On September 16th, Congressman Rodriguez presented before the Foreign Affairs Committee of the Congress of Deputies, a "requirement by the Government as essential to the development of the Cooperation Agreement between Europe and the Republic of Cuba, the recognition of freedom of association by the Government of Cuba."
European diplomats are scheduled to meet on January 20 to agree on negotiating directives with which the High Representative for Foreign Policy, Catherine Ashton will initiate contact with Havana. At present the European foreign ministers are "finalizing" the proposal submitted by the European External Action Service to begin negotiating an agreement with the Cuban authorities informed the Executive.
According to the Spanish government, the new agreement between the EU and Cuba, which leaves behind the so-called Common Position adopted in 1996, "will seek to unify the EU policy towards Cuba dispersed currently in 17 bilateral treaties."
"It will provide for a political dialogue - which will address issues relating to all human rights, including the syndication - economic dialogue and cooperation policy of the European Union and Cuba," the documen explains.

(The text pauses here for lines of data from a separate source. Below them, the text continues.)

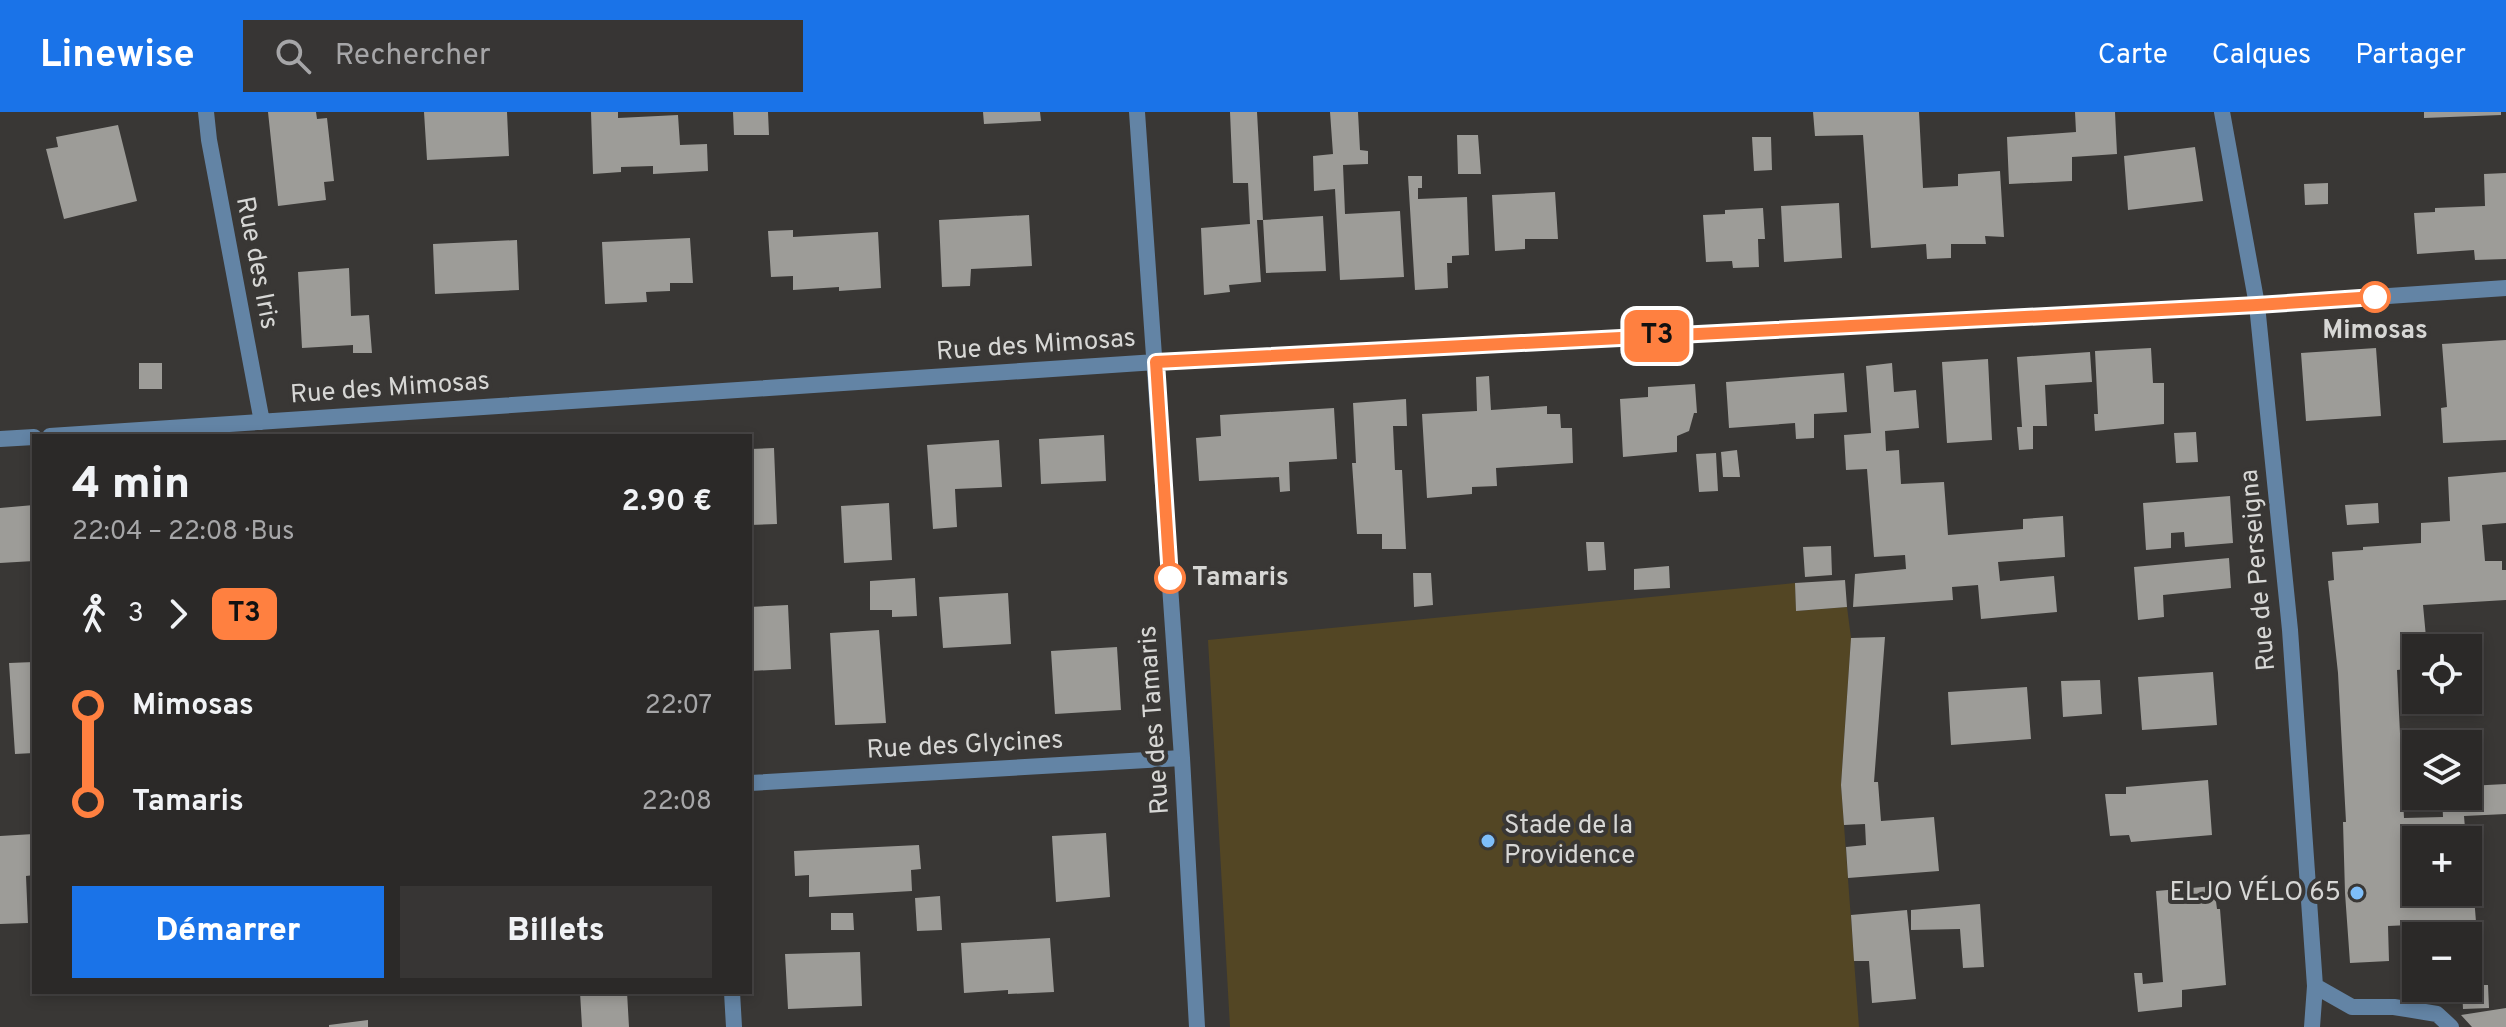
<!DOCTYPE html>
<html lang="fr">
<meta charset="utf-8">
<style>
:root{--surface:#2b2928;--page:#373534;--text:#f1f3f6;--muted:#a6a6a8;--line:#474545;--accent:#1a73e8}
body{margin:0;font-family:Overpass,sans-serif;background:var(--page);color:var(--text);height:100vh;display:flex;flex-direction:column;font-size:30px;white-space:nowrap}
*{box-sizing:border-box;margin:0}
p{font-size:26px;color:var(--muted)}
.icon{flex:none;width:44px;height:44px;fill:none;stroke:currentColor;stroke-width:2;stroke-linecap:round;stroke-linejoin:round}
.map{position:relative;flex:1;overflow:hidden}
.side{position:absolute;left:32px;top:322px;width:720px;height:560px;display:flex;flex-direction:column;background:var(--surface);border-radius:0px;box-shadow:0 4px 12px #0003,0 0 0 2px var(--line)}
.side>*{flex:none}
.badge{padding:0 16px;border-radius:12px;font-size:28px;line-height:52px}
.tools{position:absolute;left:2402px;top:522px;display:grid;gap:16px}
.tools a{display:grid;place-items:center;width:80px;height:80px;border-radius:0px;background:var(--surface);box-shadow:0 4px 12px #0003,0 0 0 2px var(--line);font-size:40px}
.map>.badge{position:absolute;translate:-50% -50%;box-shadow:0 0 0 4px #fff}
.legs{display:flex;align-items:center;gap:12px;height:88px;padding:0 40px;font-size:26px}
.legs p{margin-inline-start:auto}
.overview{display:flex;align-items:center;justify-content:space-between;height:136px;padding:0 40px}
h1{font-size:44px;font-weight:800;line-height:60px}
.cta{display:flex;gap:16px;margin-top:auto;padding:16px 40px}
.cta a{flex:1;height:92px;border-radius:0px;background:var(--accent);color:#fff;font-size:32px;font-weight:800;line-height:92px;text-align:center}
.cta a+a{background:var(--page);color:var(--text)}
ul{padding:0 40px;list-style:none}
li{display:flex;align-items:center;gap:28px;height:96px;font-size:30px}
li i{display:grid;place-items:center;width:12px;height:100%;margin:0 10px;background:currentColor}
li i::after{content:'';width:20px;height:20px;margin:-10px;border:6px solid;border-radius:50%;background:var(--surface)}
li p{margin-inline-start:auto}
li:first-child i{background:linear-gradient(#0000 50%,currentColor 0)}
li:last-child i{background:linear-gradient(currentColor 50%,#0000 0)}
header{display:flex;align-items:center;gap:48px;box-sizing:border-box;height:112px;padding:0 40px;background:var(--accent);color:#fff}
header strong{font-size:38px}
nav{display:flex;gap:44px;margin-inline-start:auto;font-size:28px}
.search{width:560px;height:72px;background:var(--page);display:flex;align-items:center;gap:20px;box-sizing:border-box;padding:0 28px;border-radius:0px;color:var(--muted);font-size:30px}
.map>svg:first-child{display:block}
</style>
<header>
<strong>Linewise</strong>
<div class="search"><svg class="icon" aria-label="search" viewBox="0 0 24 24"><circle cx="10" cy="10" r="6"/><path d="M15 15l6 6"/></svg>Rechercher</div>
<nav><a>Carte</a><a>Calques</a><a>Partager</a></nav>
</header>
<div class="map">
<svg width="2506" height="915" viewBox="0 0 2506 915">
<rect width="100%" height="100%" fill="#393735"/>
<path fill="#534624" d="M1795,471L1796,499L1847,495L1851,526L1841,673L1859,915H1230L1208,528Z"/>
<path fill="#9d9c98" d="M268,0H316L317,7L327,6L334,69L324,70L326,88L278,94Z
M424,0H507L509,44L427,48Z
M591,0H618V6L678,3L680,33L707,32L708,59L653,62V54L621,55V60L593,62Z
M733,0H768L769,23H734Z
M983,0H1040L1041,9L984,12Z
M1230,0H1257L1263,108H1257L1261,170L1229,173L1230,180L1204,183L1201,116L1250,112L1248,71H1233Z
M1330,0H1358L1360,38L1368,39V52L1343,53L1345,102L1400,99L1404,165L1340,168L1335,77L1314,79L1313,44L1333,42Z
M1813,0H1919L1923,76L1958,74V62L2000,59L2004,125L1985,124L1986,132H1951V146L1927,147L1926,132L1871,136L1863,23L1815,24Z
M2075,0H2115L2117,42L2072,45V69L2009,72L2007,25L2076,20Z
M2424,0H2501V3L2424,6Z
M118,13L137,89L64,107L46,37L58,35L56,25Z
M1457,23H1478L1481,62H1458Z
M1752,25H1771L1772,58L1754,59Z
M2195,35L2203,89L2128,98L2124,44Z
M2506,61V147L2475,148L2474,138L2417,142L2414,101L2435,100V96L2485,94L2484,62Z
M1408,64H1422V76H1418V87L1467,85L1469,143L1452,144V151H1447L1448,176L1415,178Z
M2328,71V92L2305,93L2304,72Z
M1555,80L1558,127H1525V137L1495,139L1492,83Z
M1839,91L1842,146L1784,150L1781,94Z
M1763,96L1765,127H1758L1759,155L1733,156L1732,149L1706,150L1703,103L1725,102V98Z
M1029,103L1032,154L971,157L970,174L942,175L939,108Z
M1323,104L1326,159L1266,161L1263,108Z
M793,118V125L878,120L881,176L839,179V175L793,178V164L771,165L768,119Z
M690,126L693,171H670V179L646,180L647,190L605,192L602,130Z
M517,128L519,178L435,182L433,132Z
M349,156L351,204L369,203L372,241H353V233L302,236L298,160Z
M2506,228V328L2443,331L2441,296L2447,295L2442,232Z
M2151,236L2153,271H2164V312L2095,319L2094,302H2098L2095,239Z
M2376,236L2381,304L2306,309L2301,241Z
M2090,240L2092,270L2045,273L2047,314H2033V337L2019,338L2017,315H2022L2017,245Z
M1988,247L1992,328L1947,331L1942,250Z
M139,251H162V277H139Z
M1892,251L1894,280L1916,278L1919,316L1885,319L1886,339L1899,338L1901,372L1944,370L1948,423L2023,417V407L2063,404L2065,445L1998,450L2000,469L2054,464L2057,500L1981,507L1978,473L1952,475L1953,488L1853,495L1855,462L1906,457L1905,443L1874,445L1867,357L1846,358L1844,323L1871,321L1866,254Z
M1844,261L1847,300L1814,302V326L1796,327L1795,311L1729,316L1726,270Z
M1489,264L1491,298L1547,294V302H1560L1561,316H1572L1573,351L1496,356L1497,374L1472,375V382L1427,386L1422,302L1477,299L1476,265Z
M1695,272L1697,301H1694L1689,319L1677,324V340L1623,345L1620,287L1648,285V275Z
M1406,287L1407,314H1393L1395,358H1402L1406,437H1382V422H1357L1352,351H1356L1353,291Z
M1334,296L1337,347L1289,350L1290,379L1280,380L1279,365L1199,369L1196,326L1221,324L1220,303Z
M2196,320L2198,350L2176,351L2174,321Z
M1104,323L1106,369L1041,372L1039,327Z
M999,328L1002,375L955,377L957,415L933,417L927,333Z
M774,336L777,412L750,413V337Z
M1737,338L1740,365H1723L1721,340Z
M1716,341L1718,379L1699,380L1696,342Z
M2506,360V411L2482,413L2485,449H2502V458H2506V488L2423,493L2427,536H2416V556L2397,558L2404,706L2443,705L2442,684H2468V674L2506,672V702L2464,704L2466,728H2416V780H2468V784H2474L2476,810L2388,814L2389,849L2350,851L2345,781L2343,710H2346L2338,561L2328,469L2334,468L2332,440L2363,438V435L2421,431V411L2450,409L2448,365Z
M2230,384L2233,431L2185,435L2184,420L2171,421V436L2146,438L2143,391Z
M889,391L892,448L844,451L841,394Z
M2378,391L2379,411L2347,413L2345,393Z
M34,393V449L0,451V396Z
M1586,430H1604L1606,458L1588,459Z
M1831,434L1832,463L1805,465L1803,435Z
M2229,446L2231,476L2163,483L2164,505L2138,508L2134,455Z
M1669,454L1670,476L1634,478V457Z
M1413,461H1431L1433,493L1414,495Z
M915,466L917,504L892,505V498H870V469Z
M1845,468L1847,495L1796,499L1795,471Z
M1008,481L1011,532L943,536L939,485Z
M788,493L791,557L750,559V495Z
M879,518L886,611L835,613L830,521Z
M1885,525L1874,670H1878L1881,709L1934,705L1939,759L1848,766L1846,735L1866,733L1865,712L1844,713L1841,673L1851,526Z
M1117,535L1121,598L1055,602L1051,539Z
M34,550V641L15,642L9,551Z
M2213,560L2217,613L2142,618L2138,565Z
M2100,568L2102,602L2063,605L2061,569Z
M2027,575L2031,627L1951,633L1948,580Z
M2208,668L2212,723L2131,730L2129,723L2110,724L2105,682H2126V675Z
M1106,721L1110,785L1056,790L1052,724Z
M34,722V763L26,764L28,811L0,812V724Z
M919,733L921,757L911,758L912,779L809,785V763L795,764L794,739Z
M2214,774L2217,797H2220L2226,873L2182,878V895L2138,900L2134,861H2142L2143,872L2163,870L2156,779Z
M940,784L942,818L917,819L915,786Z
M1980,792L1984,855L1963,856L1960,817L1911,818V798Z
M1907,798L1916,887L1872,891L1869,849H1854L1851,803Z
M831,801H853L854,818H831Z
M1050,826L1054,880L1008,882V878L964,881L961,831Z
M860,840L862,894L788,897L785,842Z
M2468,873H2488L2489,896L2463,897L2462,876H2468Z
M580,880H627L629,915H582Z
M2506,896V915H2472L2461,903Z
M368,908V915H329V913Z"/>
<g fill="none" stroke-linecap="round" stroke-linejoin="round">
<path stroke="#6384a5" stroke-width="16" d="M206,0L209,28L262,310
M1137,0L1182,646L1197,915
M2222,0L2257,193L2290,518L2315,874L2312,915
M50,324L1156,250L2257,193L2506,176
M0,327L34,325
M750,671L1182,646
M2315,874L2352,895H2394L2437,902L2451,915
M732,880L734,915"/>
</g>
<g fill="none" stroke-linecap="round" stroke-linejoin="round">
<defs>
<path id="line-1" d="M1170,466L1156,250L2257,193L2375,185"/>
</defs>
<use href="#line-1" stroke="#fff" stroke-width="18"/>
<use href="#line-1" stroke="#ff8040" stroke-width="12"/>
</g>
<g fill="#fff" stroke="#ff8040" stroke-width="4">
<circle cx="2375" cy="185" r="14"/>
<circle cx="1170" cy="466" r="14"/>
</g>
<g fill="#7ebef9" stroke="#393735" stroke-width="3">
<circle cx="1488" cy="729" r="8"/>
<circle cx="2357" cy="781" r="8"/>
</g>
<g text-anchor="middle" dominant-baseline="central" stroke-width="8" stroke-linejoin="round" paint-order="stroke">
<g font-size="26" fill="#d7d7d5" stroke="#393735">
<text transform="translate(256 151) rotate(79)">Rue des Iris</text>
<text transform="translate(1036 234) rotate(-4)">Rue des Mimosas</text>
<text transform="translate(390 277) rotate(-4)">Rue des Mimosas</text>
<text transform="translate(2259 458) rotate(-95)">Rue de Perseigna</text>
<text transform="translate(1155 608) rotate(-94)">Rue des Tamaris</text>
<text transform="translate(965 634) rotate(-3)">Rue des Glycines</text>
</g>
<g font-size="26" font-weight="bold" fill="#d7d7d5" stroke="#393735">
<text x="2375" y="219">Mimosas</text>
<text x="1192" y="466" text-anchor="start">Tamaris</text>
</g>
<g font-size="26" fill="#d7d7d5" stroke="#393735" text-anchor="start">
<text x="1504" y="714">Stade de la<tspan x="1504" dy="30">Providence</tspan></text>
<text x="2341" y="781" text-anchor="end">ELJO VÉLO 65</text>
</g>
</g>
</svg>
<div class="tools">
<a><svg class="icon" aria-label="locate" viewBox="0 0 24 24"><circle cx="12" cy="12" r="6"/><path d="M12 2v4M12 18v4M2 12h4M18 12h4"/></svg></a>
<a><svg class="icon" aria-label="layers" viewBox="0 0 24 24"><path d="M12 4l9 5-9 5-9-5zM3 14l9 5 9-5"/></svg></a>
<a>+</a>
<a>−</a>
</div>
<b class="badge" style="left:1657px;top:224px;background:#ff8040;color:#111">T3</b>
<section class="side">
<div class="overview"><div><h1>4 min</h1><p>22:04 – 22:08 · Bus</p></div><b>2.90 €</b></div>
<div class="legs"><svg class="icon" aria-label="walk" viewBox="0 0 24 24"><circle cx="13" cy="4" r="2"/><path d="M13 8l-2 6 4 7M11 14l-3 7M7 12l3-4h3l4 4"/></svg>3<svg class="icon" aria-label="forward" viewBox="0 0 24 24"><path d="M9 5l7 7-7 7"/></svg><b class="badge" style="background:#ff8040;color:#111">T3</b></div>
<ul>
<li><i style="color:#ff8040"></i><b>Mimosas</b><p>22:07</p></li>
<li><i style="color:#ff8040"></i><b>Tamaris</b><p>22:08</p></li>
</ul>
<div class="cta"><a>Démarrer</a><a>Billets</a></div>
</section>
</div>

As in other agreements with third world countries, the Spanish government adds that there will be incorporated into the agreement calls for "standard clauses, including those relating to democracy, human rights and fundamental freedoms."
The news agency Europa Press, citied a European diplomat on Monday, who is familiar with the negotiations as saying that there are no "background difficulties" to adopt the agreement and that the within Member States "all are sure that we are heading towards that agreement."